Problem to solve | Output only the stretch of the listing that starts at the line containing "context.lineJoin = 'round';" and ends at the line containing "const shape = rows", reproduced exactly with both ends.

Data for this exercise |
------------------------

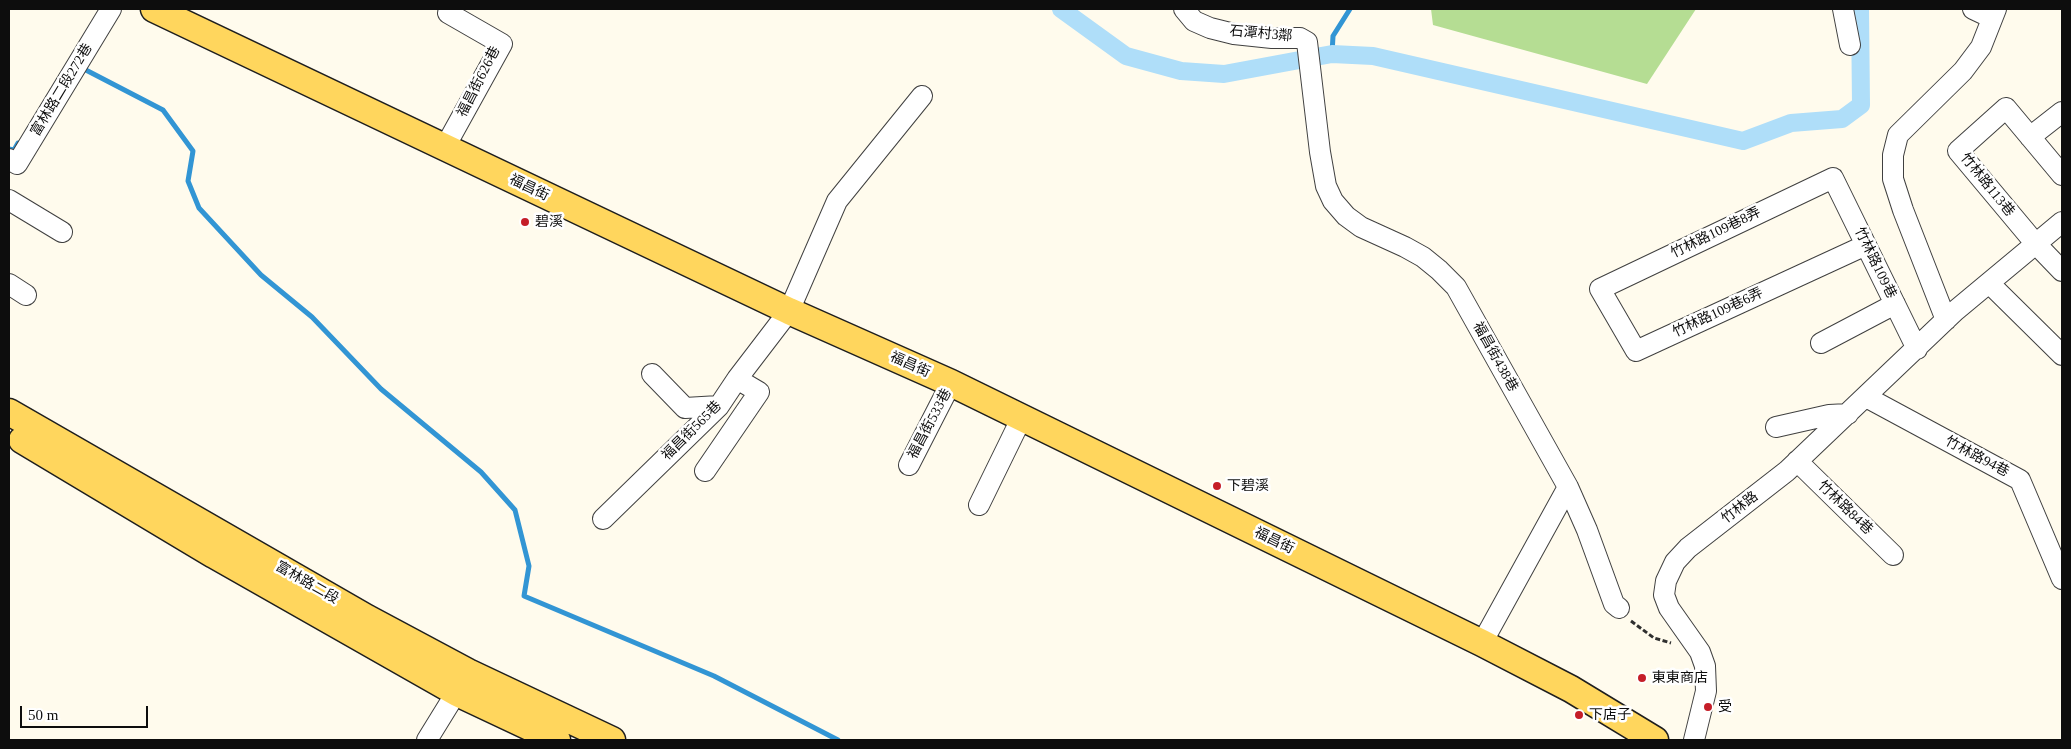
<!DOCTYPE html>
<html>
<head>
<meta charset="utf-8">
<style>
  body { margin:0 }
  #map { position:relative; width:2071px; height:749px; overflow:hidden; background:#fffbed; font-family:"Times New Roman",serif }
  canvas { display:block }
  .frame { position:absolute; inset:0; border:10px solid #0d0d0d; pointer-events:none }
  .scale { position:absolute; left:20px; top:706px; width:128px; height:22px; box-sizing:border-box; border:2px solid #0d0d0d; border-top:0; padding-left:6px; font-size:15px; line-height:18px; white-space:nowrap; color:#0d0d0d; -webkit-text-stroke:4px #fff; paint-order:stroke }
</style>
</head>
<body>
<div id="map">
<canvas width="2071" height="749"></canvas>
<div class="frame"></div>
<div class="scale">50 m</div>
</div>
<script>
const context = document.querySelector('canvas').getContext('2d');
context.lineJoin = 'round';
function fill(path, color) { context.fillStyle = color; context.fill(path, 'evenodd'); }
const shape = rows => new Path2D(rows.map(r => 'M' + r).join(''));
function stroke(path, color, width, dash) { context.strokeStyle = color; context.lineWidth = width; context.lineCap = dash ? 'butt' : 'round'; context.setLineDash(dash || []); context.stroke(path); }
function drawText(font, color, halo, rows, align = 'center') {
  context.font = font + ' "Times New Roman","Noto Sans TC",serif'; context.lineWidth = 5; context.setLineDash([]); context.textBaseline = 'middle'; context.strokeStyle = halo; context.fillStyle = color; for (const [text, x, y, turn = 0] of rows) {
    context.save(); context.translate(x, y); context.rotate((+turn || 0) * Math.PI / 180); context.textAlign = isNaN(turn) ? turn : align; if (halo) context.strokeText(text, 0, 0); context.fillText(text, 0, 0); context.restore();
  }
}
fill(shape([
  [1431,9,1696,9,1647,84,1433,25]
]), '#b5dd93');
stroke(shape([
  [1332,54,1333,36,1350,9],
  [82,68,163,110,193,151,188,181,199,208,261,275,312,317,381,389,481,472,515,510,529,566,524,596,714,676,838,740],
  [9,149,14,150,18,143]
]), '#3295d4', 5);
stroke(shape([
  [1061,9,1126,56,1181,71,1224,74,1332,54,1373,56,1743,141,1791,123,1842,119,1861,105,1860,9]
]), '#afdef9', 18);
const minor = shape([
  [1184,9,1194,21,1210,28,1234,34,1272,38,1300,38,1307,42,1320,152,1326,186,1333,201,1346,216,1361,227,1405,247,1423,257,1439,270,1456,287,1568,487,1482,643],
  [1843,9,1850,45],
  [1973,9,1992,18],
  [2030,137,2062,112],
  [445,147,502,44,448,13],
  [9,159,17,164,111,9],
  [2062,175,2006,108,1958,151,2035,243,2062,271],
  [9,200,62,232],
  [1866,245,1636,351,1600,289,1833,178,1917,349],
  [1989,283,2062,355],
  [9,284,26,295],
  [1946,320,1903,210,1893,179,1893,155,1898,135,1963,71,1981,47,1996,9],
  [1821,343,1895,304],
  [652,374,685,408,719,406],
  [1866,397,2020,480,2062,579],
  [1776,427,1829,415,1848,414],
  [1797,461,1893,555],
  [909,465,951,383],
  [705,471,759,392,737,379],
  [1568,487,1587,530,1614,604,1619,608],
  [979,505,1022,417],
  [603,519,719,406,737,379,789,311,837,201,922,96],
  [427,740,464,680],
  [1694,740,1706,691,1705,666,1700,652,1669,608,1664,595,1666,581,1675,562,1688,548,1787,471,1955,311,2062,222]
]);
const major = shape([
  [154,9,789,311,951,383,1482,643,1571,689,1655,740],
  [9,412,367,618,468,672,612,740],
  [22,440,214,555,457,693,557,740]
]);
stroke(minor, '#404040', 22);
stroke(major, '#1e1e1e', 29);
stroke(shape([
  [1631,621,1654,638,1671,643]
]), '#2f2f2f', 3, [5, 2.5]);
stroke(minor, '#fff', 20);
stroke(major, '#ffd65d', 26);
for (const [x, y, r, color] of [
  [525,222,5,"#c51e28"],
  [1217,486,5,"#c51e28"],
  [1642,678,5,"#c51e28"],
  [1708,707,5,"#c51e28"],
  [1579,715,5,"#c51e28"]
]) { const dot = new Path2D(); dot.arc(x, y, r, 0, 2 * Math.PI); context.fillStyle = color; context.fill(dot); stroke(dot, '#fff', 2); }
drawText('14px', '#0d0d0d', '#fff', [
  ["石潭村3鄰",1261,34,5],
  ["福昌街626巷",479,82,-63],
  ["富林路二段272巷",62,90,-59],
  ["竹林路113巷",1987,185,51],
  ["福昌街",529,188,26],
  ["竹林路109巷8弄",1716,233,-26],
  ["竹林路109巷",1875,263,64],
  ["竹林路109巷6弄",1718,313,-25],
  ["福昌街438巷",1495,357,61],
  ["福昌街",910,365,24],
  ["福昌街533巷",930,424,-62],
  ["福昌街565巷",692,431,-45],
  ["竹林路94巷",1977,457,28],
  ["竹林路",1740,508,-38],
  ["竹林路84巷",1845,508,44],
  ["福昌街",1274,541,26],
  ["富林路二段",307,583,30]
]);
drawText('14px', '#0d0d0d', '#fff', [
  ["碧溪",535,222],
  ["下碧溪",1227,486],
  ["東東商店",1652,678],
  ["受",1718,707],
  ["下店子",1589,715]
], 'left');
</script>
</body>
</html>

------------------------

Exercise answer |
context.lineJoin = 'round';
function fill(path, color) { context.fillStyle = color; context.fill(path, 'evenodd'); }
const shape = rows => new Path2D(rows.map(r => 'M' + r).join(''));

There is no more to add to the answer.